- _SOURCE MATERIAL_
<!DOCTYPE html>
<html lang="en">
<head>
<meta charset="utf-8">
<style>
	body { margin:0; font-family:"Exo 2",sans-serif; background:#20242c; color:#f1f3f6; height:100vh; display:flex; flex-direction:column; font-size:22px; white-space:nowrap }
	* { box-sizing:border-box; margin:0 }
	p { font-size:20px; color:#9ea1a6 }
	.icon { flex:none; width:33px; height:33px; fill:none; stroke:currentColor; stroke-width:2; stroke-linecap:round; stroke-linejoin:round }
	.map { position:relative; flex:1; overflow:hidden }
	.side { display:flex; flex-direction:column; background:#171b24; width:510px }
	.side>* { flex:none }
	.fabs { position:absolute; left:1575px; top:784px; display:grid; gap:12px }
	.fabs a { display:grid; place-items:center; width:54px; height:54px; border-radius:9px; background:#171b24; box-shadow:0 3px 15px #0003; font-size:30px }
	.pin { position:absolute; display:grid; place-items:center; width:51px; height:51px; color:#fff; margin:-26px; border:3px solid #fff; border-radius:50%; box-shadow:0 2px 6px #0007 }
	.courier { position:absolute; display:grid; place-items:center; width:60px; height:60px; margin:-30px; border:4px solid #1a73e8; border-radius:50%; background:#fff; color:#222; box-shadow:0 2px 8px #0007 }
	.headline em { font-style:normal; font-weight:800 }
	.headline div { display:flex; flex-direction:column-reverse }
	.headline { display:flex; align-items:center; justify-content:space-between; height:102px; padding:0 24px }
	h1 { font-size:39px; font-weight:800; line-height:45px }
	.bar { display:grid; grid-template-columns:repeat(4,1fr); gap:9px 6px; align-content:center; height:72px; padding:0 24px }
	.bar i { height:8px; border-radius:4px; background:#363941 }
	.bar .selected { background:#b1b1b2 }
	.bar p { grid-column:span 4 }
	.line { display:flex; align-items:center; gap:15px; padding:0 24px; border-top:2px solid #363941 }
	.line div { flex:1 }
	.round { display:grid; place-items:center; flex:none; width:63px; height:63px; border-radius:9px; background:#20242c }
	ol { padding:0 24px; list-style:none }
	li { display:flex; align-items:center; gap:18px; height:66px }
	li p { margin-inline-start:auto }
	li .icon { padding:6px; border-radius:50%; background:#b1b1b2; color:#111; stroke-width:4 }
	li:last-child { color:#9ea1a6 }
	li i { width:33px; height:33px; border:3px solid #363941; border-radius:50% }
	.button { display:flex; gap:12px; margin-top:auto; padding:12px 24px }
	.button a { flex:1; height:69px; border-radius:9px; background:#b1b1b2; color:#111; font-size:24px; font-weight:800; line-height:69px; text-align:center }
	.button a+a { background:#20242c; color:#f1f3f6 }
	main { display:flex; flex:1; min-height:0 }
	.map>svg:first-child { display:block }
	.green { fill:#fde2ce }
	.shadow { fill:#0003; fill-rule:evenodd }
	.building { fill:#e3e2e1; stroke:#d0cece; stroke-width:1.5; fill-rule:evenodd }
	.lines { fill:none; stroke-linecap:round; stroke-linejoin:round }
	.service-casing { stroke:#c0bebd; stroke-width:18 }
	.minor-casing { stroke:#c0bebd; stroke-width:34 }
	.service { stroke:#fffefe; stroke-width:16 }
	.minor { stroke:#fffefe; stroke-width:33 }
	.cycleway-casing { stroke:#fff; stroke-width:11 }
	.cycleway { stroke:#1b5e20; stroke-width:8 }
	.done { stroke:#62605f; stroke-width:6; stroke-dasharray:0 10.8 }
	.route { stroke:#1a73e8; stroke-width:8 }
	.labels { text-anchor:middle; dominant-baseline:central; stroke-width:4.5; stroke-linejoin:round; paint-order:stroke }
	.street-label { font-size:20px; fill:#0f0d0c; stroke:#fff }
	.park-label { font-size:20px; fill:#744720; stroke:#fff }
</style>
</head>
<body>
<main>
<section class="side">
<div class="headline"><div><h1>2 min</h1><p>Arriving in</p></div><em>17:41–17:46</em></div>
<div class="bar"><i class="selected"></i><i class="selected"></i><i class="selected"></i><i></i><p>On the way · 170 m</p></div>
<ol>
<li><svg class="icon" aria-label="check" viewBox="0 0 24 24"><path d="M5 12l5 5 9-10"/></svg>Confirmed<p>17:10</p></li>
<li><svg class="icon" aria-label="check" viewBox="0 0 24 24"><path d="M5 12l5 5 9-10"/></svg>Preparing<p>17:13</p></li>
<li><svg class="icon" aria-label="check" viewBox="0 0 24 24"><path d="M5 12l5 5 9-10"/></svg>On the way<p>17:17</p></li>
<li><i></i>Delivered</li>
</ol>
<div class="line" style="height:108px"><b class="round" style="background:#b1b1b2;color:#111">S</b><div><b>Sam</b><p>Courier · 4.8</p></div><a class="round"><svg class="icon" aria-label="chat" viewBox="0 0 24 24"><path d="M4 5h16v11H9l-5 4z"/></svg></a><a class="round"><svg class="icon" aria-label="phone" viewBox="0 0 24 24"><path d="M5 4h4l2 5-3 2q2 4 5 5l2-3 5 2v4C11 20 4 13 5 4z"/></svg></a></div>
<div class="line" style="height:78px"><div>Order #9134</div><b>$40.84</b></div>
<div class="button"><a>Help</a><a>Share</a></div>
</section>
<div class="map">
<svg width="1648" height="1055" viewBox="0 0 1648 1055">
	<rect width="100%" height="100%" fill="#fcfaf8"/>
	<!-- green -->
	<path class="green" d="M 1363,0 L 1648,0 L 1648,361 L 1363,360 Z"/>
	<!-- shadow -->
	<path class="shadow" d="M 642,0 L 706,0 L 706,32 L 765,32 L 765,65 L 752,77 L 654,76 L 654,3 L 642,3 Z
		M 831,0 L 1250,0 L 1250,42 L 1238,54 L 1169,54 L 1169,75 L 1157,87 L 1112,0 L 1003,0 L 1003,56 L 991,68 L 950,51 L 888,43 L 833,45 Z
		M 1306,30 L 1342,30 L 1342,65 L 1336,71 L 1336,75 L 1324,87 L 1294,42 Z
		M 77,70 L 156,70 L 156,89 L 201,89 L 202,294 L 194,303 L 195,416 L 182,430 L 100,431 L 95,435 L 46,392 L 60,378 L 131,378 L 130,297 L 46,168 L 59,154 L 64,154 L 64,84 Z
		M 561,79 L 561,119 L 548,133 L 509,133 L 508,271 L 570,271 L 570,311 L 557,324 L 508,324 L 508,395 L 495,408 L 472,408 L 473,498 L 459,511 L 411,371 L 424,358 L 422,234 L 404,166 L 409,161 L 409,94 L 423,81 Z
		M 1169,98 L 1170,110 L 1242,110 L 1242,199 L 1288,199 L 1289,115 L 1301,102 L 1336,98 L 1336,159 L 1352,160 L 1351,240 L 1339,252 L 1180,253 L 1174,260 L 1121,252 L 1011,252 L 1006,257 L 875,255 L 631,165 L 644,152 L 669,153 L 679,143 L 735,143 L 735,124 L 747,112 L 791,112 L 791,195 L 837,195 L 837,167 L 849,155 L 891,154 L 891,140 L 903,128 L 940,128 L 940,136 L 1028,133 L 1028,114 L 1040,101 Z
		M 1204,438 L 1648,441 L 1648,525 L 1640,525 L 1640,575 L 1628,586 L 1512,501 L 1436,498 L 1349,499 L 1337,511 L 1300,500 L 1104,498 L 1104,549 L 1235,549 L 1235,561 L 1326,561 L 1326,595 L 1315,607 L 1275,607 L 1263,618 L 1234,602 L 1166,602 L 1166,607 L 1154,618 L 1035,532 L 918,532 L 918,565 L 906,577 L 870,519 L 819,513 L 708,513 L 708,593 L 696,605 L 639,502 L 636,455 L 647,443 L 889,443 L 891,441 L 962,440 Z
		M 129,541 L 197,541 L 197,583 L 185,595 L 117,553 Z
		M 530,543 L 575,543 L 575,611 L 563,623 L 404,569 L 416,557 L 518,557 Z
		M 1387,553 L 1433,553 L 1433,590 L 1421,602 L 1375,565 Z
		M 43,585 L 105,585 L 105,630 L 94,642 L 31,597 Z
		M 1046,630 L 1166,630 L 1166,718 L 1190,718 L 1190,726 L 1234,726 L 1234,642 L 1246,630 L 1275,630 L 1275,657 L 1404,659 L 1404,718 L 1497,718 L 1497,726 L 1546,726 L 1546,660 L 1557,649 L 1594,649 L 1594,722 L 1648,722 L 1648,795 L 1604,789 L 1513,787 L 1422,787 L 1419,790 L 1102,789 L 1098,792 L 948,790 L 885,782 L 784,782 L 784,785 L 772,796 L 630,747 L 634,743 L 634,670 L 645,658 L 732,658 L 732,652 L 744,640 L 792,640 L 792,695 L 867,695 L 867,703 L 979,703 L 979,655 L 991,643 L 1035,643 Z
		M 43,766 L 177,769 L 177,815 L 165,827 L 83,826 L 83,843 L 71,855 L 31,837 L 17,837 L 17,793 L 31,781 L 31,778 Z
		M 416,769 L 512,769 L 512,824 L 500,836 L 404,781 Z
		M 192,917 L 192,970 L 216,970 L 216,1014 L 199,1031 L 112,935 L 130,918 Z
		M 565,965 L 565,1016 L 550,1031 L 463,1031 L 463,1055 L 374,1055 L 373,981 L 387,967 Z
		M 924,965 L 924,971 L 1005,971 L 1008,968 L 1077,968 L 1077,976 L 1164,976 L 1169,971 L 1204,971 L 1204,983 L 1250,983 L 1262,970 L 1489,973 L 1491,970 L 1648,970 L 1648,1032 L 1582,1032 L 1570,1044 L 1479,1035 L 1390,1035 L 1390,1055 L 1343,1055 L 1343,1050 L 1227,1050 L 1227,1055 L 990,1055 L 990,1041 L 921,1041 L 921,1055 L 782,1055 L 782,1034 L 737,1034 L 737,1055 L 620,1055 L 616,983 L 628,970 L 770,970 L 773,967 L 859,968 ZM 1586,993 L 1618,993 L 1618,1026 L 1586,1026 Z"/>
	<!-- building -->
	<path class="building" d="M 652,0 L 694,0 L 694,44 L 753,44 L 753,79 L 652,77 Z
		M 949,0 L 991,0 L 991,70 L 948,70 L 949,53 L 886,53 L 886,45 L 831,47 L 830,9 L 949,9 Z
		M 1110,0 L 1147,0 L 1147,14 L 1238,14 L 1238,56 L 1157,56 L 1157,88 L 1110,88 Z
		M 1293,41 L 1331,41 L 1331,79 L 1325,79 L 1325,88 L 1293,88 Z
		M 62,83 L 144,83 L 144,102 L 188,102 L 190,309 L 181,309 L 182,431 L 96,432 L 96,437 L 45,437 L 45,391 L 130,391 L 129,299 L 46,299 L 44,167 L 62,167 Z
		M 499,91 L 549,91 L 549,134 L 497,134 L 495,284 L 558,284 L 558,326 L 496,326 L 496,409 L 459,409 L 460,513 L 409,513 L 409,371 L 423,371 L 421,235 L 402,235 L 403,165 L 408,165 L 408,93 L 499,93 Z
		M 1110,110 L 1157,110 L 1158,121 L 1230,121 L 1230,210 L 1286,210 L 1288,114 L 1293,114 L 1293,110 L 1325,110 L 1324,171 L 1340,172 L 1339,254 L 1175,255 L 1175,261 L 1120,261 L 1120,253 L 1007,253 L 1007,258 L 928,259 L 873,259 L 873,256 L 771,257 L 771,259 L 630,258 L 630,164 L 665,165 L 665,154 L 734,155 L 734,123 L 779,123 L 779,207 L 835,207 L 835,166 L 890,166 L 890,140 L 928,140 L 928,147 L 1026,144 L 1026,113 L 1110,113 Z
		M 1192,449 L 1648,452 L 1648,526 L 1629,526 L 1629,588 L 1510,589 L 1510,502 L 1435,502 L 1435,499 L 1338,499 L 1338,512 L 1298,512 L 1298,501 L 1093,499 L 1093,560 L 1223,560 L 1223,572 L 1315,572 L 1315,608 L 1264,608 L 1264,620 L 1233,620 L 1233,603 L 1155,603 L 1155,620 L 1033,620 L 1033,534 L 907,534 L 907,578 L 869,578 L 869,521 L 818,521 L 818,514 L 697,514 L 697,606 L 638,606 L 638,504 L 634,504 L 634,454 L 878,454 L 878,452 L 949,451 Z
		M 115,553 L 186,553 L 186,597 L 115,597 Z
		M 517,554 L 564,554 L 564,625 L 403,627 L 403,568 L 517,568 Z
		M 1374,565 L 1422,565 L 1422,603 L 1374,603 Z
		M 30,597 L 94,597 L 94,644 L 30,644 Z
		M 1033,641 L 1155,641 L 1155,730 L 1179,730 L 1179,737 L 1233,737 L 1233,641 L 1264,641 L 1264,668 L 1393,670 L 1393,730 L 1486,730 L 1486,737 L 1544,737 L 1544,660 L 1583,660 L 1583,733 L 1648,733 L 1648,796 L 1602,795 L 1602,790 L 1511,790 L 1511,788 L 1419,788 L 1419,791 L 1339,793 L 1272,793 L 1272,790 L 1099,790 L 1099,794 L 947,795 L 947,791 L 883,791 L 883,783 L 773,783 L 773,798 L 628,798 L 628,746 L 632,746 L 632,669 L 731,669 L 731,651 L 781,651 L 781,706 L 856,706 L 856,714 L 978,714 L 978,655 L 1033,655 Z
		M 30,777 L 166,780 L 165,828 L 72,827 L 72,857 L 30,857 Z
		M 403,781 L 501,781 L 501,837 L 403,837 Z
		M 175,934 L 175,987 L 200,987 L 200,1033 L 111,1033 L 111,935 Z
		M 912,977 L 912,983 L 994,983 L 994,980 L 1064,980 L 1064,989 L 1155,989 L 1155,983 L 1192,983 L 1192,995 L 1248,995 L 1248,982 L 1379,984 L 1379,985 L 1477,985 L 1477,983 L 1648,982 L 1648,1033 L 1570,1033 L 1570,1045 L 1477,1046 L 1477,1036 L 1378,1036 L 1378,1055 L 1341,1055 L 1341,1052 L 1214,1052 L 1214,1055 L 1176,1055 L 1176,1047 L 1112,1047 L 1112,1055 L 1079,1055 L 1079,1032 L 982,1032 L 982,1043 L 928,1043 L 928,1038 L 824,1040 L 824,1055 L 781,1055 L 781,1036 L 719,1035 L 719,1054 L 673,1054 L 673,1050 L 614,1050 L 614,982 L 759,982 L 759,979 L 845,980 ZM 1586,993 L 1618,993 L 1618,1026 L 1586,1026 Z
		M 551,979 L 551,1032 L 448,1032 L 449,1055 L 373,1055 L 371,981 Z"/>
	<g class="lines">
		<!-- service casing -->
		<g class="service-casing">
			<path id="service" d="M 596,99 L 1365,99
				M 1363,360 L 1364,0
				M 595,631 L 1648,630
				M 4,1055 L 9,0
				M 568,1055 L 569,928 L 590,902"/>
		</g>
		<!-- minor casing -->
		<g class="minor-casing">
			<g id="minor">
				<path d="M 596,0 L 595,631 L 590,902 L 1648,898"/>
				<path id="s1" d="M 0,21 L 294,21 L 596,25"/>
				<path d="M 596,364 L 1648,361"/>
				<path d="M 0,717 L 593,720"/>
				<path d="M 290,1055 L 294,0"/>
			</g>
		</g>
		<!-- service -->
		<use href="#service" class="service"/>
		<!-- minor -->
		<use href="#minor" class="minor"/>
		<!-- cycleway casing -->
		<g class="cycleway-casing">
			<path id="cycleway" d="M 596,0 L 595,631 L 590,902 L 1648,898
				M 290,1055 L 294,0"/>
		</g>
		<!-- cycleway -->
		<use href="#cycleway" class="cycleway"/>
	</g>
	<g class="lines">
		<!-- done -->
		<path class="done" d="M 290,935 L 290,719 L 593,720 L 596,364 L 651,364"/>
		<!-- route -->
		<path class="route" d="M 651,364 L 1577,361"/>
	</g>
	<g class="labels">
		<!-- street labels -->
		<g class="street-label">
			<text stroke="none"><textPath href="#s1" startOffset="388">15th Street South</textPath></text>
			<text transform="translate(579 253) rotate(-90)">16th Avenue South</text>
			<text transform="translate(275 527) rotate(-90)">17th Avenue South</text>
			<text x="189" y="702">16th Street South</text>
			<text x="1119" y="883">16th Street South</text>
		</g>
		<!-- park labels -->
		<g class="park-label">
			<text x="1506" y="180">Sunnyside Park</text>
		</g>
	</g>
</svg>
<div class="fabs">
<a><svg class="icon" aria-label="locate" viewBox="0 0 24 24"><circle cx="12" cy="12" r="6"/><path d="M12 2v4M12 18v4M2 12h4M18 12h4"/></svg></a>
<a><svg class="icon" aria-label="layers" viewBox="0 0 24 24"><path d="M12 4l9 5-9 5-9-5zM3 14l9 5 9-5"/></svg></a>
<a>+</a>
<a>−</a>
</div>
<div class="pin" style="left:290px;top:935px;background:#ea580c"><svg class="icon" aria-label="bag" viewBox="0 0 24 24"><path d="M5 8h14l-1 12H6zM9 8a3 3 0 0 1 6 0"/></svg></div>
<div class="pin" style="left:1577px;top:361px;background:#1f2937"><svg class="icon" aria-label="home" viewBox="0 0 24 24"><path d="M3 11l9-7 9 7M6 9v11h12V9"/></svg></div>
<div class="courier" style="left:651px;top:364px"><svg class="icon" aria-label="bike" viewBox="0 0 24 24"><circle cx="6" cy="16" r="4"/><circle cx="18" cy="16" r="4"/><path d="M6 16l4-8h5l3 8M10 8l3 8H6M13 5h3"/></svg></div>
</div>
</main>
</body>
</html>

- _TASK_
Report how many lines of the data contain the word "fabs", using the number alone.

- _ANSWER TO THIS PROBLEM_
3